MATERIAL SHOWN ::

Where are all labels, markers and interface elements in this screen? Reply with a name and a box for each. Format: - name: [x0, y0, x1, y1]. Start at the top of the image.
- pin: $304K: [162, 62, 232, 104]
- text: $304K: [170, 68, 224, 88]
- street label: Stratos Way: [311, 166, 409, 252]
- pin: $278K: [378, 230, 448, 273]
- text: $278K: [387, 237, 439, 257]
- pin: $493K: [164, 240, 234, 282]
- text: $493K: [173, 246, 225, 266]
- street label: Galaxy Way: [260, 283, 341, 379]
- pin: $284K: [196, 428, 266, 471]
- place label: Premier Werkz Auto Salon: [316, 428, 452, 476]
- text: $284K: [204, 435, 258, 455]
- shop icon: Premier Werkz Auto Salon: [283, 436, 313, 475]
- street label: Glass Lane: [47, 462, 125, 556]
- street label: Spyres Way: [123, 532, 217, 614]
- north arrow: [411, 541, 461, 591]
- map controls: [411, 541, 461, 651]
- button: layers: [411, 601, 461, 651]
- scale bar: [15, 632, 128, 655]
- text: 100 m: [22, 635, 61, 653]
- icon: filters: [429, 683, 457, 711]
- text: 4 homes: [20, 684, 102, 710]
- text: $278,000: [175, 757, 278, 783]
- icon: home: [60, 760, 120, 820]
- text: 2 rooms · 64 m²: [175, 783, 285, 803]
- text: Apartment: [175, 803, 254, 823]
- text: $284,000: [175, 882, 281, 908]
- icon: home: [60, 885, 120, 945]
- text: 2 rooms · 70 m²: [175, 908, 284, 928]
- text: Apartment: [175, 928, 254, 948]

EXERCISE INSTRUCTIONS :: Scan the data above and copy each line containing the word "icon".

ANSWER TO THIS EXERCISE ::
- shop icon: Premier Werkz Auto Salon: [283, 436, 313, 475]
- icon: filters: [429, 683, 457, 711]
- icon: home: [60, 760, 120, 820]
- icon: home: [60, 885, 120, 945]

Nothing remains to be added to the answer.